He says that they've cut back already on all overtime, perks (steaks for safety that sort of thing), and really importantly, raises. My father was the only one in his department to get a raise, and it was only because he really put himself out there and the supervisors noticed how important he was to the efficiency bottom line.

Also he said that it currently too $350,000 of sales a day to keep the plant running, bare minimum to keep working (nothing was said about making a profit) and they are currently at around $370,000-$390,000. There were other indications of hardship as there was also talk of cutting the gains sharing that him and his fellow employees get (in other words their bonus) every quarter. They got it for the last one, but it is still on the block for this one.
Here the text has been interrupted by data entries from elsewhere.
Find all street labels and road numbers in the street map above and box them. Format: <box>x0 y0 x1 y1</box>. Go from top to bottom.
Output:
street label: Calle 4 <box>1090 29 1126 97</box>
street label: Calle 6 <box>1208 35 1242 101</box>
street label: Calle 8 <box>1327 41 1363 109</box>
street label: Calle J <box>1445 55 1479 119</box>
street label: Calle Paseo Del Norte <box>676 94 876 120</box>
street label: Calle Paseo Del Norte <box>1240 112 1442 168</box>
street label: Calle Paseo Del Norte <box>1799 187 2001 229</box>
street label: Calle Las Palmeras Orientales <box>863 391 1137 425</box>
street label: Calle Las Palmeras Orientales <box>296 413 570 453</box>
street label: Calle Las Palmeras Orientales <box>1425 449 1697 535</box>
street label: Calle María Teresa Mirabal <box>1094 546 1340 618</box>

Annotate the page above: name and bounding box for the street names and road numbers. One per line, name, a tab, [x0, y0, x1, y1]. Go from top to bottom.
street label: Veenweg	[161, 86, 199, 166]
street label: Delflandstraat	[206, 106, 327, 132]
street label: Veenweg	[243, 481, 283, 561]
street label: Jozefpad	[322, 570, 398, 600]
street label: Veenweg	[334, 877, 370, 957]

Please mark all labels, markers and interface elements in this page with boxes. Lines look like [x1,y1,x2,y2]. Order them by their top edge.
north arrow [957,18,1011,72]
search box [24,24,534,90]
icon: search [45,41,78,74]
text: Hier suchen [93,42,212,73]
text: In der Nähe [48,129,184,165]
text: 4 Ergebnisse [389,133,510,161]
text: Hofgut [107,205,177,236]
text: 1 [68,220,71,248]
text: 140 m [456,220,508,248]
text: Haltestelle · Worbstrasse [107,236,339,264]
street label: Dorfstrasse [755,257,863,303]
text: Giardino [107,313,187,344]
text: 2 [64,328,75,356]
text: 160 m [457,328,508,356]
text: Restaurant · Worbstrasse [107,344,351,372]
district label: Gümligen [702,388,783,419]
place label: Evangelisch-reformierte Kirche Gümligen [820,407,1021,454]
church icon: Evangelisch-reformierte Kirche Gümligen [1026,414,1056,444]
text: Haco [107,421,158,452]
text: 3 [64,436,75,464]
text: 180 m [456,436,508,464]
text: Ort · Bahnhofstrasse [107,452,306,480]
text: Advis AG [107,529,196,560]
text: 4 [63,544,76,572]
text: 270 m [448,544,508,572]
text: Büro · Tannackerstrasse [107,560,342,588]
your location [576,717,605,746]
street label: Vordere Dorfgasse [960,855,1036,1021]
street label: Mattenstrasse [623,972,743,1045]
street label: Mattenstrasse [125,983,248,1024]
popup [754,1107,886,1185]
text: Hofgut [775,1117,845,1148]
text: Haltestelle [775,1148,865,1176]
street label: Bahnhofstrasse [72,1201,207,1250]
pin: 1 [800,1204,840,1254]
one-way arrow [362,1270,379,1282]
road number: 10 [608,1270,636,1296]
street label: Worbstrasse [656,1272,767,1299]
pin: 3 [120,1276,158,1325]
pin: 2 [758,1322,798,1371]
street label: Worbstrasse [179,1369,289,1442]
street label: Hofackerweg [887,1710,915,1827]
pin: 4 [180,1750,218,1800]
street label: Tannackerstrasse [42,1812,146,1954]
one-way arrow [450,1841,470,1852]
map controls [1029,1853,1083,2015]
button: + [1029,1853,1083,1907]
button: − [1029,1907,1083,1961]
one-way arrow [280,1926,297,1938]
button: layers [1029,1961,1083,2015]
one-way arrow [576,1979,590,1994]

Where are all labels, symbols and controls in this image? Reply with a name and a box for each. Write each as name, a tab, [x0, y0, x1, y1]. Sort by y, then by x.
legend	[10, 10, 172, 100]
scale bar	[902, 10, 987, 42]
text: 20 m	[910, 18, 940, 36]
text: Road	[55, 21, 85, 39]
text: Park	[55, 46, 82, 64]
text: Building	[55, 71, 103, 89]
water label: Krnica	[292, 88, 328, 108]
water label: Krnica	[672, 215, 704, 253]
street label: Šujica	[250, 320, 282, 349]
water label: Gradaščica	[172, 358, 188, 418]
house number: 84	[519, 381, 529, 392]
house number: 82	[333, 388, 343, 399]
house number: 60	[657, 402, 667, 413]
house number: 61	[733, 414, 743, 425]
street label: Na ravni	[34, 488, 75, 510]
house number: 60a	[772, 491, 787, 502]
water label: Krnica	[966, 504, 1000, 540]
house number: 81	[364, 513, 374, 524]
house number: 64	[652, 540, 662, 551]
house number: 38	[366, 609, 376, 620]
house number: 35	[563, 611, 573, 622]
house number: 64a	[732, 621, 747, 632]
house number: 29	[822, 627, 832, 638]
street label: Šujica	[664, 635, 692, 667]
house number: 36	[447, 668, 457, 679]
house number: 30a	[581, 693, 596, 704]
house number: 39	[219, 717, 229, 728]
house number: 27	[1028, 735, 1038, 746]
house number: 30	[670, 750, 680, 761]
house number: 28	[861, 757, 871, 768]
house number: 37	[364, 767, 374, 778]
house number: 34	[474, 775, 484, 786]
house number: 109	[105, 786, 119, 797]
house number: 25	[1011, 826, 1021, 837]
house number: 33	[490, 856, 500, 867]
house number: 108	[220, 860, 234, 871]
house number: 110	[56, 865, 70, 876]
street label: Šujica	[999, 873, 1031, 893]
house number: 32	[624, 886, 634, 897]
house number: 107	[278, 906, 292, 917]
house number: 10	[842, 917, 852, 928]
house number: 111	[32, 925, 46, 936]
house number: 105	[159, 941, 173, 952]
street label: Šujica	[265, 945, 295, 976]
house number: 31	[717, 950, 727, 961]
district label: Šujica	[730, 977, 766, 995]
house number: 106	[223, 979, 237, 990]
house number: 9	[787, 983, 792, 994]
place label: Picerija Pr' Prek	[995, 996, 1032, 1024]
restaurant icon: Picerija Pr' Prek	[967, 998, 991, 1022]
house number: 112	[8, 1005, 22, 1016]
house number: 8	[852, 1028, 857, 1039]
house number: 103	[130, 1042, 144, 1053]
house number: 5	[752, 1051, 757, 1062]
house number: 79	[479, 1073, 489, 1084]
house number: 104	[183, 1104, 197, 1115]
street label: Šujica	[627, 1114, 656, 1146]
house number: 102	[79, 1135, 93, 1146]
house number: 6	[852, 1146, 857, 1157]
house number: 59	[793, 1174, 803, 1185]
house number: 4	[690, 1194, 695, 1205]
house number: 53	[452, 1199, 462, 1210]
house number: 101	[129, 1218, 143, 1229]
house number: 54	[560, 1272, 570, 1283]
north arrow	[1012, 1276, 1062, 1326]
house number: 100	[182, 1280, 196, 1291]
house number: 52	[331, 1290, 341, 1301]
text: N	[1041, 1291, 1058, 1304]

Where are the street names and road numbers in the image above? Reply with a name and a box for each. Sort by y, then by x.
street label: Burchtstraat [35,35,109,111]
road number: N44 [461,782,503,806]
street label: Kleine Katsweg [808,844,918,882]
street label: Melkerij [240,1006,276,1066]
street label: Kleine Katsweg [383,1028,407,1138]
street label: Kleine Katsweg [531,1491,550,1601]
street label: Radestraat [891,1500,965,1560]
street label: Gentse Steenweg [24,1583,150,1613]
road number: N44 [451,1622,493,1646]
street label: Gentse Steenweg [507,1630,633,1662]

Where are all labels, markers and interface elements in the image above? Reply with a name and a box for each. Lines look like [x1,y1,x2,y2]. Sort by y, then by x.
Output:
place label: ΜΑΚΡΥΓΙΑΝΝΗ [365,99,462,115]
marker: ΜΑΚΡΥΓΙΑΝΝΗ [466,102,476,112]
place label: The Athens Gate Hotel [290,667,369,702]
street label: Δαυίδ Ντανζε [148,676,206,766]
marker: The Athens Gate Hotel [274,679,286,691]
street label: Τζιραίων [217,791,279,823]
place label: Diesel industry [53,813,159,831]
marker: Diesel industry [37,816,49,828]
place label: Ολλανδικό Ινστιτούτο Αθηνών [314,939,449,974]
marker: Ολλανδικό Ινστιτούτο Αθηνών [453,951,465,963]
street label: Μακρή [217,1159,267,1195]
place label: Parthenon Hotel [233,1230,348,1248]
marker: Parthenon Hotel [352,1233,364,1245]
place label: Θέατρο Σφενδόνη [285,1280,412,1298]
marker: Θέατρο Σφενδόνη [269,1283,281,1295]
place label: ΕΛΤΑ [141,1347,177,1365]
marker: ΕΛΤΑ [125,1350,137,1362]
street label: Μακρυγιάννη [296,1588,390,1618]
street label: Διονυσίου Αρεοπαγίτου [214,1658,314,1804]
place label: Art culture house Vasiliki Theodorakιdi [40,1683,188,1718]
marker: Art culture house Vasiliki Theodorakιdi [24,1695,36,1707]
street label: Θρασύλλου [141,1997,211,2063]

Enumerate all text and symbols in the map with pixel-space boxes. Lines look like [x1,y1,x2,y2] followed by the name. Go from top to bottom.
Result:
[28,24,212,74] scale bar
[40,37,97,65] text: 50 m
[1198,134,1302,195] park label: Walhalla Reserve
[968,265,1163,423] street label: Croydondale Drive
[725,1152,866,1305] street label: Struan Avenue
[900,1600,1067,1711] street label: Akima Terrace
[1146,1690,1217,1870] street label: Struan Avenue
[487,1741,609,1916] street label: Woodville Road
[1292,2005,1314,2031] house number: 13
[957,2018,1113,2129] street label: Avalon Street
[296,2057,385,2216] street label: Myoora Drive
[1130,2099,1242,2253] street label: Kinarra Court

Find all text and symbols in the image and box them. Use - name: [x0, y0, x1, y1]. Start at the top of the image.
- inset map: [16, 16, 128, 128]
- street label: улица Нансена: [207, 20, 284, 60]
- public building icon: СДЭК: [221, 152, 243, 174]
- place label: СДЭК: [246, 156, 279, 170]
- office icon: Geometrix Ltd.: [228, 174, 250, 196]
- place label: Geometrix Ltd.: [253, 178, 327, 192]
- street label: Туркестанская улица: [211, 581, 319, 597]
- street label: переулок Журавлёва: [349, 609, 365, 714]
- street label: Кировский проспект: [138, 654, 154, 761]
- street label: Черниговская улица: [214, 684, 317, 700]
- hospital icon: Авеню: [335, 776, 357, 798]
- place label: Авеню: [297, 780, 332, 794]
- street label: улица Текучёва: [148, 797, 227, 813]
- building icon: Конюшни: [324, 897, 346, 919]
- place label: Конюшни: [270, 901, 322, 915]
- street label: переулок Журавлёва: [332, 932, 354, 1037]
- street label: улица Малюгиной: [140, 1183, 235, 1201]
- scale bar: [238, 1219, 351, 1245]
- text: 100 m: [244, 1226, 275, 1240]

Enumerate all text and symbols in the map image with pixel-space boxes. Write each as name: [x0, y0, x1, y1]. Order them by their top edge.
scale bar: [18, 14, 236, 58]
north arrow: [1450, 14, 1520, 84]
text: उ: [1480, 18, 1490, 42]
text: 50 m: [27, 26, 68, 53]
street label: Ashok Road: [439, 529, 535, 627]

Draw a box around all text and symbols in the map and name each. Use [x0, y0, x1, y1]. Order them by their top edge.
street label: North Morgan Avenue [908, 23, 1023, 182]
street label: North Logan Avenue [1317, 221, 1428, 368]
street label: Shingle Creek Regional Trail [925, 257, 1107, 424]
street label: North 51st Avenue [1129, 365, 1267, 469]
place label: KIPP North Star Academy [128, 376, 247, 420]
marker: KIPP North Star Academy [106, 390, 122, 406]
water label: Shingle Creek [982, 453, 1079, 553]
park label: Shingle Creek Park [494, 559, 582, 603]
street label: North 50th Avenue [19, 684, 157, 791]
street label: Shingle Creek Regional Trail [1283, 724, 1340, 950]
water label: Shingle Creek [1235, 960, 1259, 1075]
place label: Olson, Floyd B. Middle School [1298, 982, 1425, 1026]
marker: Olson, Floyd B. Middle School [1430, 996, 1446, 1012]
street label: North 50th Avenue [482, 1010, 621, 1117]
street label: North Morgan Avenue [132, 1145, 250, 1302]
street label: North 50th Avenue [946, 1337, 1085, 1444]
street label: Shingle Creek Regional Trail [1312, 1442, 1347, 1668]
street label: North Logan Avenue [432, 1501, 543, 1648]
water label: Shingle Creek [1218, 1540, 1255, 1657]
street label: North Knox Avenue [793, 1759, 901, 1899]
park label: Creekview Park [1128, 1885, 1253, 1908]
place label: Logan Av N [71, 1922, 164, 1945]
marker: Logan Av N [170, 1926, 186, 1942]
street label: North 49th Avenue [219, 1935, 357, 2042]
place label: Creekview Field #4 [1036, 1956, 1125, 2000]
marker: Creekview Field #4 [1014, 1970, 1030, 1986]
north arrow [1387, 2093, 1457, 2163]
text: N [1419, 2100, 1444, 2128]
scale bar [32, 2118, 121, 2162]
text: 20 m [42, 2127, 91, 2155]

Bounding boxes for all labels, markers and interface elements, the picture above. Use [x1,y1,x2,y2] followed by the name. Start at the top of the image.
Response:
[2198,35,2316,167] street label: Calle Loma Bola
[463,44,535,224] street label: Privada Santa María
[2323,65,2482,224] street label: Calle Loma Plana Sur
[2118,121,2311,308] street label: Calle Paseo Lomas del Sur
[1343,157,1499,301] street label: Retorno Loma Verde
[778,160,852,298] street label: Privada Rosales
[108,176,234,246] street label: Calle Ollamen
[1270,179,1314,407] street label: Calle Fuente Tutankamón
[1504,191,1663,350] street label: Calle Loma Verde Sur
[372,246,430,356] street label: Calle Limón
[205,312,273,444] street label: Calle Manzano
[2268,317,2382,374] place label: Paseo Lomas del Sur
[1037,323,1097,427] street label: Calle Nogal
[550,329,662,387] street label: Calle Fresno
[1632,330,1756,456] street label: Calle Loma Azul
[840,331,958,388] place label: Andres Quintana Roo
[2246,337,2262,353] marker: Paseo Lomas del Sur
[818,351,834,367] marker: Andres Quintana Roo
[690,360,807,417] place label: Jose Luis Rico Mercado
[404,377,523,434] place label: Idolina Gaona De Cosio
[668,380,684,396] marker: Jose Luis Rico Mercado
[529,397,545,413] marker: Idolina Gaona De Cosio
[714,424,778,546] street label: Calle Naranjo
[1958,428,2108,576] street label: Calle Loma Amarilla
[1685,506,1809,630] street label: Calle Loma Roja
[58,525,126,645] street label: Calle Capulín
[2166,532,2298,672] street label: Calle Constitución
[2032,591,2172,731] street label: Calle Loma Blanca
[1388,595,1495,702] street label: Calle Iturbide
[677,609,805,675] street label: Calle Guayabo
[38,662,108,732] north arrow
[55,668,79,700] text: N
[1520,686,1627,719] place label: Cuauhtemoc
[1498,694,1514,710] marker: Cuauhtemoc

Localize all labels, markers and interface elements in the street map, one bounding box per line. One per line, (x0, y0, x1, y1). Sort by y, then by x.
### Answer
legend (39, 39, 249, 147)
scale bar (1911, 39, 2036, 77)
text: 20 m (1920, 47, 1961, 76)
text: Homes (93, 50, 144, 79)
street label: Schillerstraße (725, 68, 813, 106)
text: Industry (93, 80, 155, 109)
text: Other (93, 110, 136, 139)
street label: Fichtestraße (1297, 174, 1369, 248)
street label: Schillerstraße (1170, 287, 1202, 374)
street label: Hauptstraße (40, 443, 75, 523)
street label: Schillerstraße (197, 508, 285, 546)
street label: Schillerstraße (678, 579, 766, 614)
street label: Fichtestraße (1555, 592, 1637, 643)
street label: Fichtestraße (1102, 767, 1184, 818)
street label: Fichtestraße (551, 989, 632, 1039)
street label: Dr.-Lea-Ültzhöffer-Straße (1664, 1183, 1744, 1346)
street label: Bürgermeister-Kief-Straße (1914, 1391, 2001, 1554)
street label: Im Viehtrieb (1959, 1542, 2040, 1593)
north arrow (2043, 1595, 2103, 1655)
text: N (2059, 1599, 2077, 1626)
Also a lot of the people there are buffing up their resumes since if people get laid off, it'd be the ones that have been there the shortest first and work their way up. So we could see a lot of rather inexperienced folk dumped on the labor market if they start to shave jobs. I wonder if this is playing in other industries as well?
-------------------------
As for the economic collapse portion of the thread. We've stepped in it good, and with all due respect to the poster who posted it, having another downturn similar to Japan would have been a miracle. The dumping of additional funds of any sort is only damaging the economy more. I'm already finding that the US government made the similar mistake in 1837 when they started to deposit vast sums that were made off of land sales in order to shore up banks that were near collapse cause they had to buy specie to pay back loans to Europe. This was at a time when the US was on the fiat paper currency, and not specie backed. So even though the money that the banks had was there on the balance sheet, it wasn't worth anything to them since it wasn't backed by gold/silver. We've hit a similar snag in that we're flooding the banks with government backed debt cash in order to try and squash the bad mortgage debt, the banks can't use the debt cash to pay off the loan securities around the world cause in this case charging one credit card to another doesn't work.

The only option left when we find this doesn't work will be bankruptcy. Boy will that go over well....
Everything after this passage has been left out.